SINGAPORE – The dollar held its ground on Monday but was still near multi-week lows against some of its major peers as traders were on guard ahead of central bank meetings this week, including the Federal Reserve’s where it will announce its rates decision.
The U.S. currency was pinned near a one-month low against the British pound and the Aussie in early Asia trade at $1.25805 and $0.6745, respectively, though moves were subdued with most of Australia closed for a holiday.
Policy meetings of the Fed, the European Central Bank (ECB) and the Bank of Japan (BOJ) will set the tone for the week, as markets seek clues from policymakers on the future path of interest rates.
“Given the event risks ahead of us, market activity is likely to be relatively muted today,” said Alvin Tan, head of Asia FX strategy at RBC Capital Markets.
Money markets are leaning towards a pause from the Fed when it announces its interest rate decision on Wednesday, according to the CME FedWatch tool, expectations that sent Wall Street surging to a 13-month high on Friday as risk sentiment improved.
Most markets rise on revived hopes for a Fed rate pause
The U.S. dollar index clocked a loss of nearly 0.5 percent last week, its worst weekly drop since mid-April, and was last marginally higher at 103.58.
Conversely, a clear majority of economists polled by Reuters expects the ECB to hike its key interest rate by 25 basis points this week and again in July, before pausing for the rest of the year as inflation remains sticky.
The euro slipped 0.02 percent to $1.0744 in early Asia trade, after having risen 0.4 percent last week, its first weekly gain in roughly a month.
“Outside of the decisions that the central banks make at this meeting, what will be of particular interest is their forward guidance,” economists at ANZ wrote in a note.
“Central banks have raised rates aggressively over the past 12-15 months and given the lagged effects with which monetary policy affects demand, are central banks teeing up for a pause, following the RBNZ’s example?”
The Reserve Bank of New Zealand last month signaled it was done tightening after raising rates to the highest in more than 14 years at 5.5 percent, ending its most aggressive hiking cycle since 1999. That sent the kiwi tumbling 2.7 percent in May.

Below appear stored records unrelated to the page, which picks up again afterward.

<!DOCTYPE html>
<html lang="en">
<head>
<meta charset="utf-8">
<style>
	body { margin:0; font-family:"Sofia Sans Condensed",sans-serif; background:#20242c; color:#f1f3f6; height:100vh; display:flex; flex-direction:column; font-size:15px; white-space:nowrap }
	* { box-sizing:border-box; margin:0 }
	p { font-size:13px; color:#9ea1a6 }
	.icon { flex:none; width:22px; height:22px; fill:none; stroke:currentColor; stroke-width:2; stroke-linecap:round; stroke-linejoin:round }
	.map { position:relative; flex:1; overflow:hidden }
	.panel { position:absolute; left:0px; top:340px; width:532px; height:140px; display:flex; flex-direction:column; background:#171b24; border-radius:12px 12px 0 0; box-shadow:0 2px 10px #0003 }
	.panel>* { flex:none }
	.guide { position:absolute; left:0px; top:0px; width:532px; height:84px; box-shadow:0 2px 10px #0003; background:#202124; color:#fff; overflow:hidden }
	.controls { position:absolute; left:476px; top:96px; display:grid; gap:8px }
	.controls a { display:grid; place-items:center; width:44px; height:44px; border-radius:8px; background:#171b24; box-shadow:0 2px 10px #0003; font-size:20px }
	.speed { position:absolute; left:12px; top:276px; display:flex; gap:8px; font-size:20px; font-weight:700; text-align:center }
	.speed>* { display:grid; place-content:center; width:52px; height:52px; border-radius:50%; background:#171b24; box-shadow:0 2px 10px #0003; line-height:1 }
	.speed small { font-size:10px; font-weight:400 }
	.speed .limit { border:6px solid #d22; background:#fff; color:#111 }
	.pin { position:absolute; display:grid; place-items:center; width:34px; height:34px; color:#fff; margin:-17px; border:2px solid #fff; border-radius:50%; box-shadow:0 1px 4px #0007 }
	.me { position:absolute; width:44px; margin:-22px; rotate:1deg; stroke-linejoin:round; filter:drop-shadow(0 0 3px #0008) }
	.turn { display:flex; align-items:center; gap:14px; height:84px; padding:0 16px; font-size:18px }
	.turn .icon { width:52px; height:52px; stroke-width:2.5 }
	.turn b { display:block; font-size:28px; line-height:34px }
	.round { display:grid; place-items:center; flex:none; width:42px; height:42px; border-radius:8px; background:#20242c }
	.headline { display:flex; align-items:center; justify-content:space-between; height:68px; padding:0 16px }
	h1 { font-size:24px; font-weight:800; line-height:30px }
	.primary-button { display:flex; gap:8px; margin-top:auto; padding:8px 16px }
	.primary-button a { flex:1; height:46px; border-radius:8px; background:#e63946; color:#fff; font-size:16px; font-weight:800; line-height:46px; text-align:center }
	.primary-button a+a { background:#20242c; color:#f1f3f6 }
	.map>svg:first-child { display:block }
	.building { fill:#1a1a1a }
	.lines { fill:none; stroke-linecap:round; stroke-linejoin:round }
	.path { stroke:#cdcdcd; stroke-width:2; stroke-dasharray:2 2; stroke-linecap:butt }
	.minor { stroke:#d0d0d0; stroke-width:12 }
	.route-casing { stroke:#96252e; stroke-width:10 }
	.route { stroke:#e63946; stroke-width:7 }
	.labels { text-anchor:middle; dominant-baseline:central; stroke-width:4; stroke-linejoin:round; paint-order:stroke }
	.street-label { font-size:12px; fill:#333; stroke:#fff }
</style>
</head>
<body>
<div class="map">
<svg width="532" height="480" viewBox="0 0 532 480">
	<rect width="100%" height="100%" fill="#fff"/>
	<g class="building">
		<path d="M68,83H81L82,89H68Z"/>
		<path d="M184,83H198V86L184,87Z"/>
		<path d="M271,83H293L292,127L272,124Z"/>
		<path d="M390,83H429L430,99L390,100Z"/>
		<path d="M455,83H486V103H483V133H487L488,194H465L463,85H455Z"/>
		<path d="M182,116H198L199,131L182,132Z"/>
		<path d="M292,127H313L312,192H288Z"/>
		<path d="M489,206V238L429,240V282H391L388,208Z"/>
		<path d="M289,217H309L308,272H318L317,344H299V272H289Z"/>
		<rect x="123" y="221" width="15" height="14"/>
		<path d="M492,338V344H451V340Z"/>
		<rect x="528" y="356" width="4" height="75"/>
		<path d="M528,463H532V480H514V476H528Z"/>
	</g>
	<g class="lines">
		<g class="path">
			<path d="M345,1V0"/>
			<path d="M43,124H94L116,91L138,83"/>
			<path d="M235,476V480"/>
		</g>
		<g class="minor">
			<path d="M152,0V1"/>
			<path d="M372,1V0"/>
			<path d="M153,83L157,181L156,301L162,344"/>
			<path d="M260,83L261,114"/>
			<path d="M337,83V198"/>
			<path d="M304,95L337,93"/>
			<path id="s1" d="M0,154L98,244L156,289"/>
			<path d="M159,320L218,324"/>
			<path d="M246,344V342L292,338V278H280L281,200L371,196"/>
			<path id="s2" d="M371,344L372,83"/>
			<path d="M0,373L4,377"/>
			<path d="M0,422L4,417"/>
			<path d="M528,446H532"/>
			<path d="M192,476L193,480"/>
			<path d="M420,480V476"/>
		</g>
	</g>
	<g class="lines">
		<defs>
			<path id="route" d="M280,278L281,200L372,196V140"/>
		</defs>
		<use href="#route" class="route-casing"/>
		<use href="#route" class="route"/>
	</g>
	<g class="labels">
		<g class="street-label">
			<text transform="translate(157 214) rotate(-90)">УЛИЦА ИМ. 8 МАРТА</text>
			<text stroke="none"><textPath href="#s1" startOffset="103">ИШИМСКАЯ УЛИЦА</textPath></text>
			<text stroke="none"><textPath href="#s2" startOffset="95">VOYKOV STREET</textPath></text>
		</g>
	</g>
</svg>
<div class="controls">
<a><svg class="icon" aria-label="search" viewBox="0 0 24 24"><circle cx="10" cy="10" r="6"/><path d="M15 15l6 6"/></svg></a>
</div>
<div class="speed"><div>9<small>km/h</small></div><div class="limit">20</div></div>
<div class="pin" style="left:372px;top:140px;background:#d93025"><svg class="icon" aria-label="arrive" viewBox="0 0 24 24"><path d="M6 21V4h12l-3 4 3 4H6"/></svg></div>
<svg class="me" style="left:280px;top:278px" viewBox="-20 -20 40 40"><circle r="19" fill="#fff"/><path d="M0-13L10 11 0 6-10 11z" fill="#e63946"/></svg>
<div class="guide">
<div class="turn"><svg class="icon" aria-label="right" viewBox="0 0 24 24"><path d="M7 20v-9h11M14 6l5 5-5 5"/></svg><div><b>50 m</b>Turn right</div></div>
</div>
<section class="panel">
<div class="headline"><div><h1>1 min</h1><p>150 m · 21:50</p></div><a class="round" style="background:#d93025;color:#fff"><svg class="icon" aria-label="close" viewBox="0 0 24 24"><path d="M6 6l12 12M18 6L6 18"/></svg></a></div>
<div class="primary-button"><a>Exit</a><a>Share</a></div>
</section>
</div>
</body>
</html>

The antipodean currency was last 0.07 percent lower at $0.6126, though was not too far from an over two-week high of $0.6138 hit on Friday.
Elsewhere, the Japanese yen steadied at 139.35 per U.S. dollar.
The BOJ is expected to maintain its ultra-loose monetary policy this week and a forecast for a moderate economic recovery, as robust corporate and household spending cushion the blow from slowing overseas demand, sources told Reuters.
BOJ set to keep ultra-low rates, may signal inflation overshoot
“We change our BOJ call to no YCC revision at this week’s meeting,” said Societe Generale’s Jin Kenzaki, referring to the central bank’s controversial yield curve control policy.
“However, we still think that the BoJ could widen the range at its July meeting.”
Data out on Monday showed that Japan’s wholesale inflation slowed for a fifth consecutive month in May because of sliding fuel and commodity prices, a sign cost-push pressure that has driven up consumer inflation may be subsiding.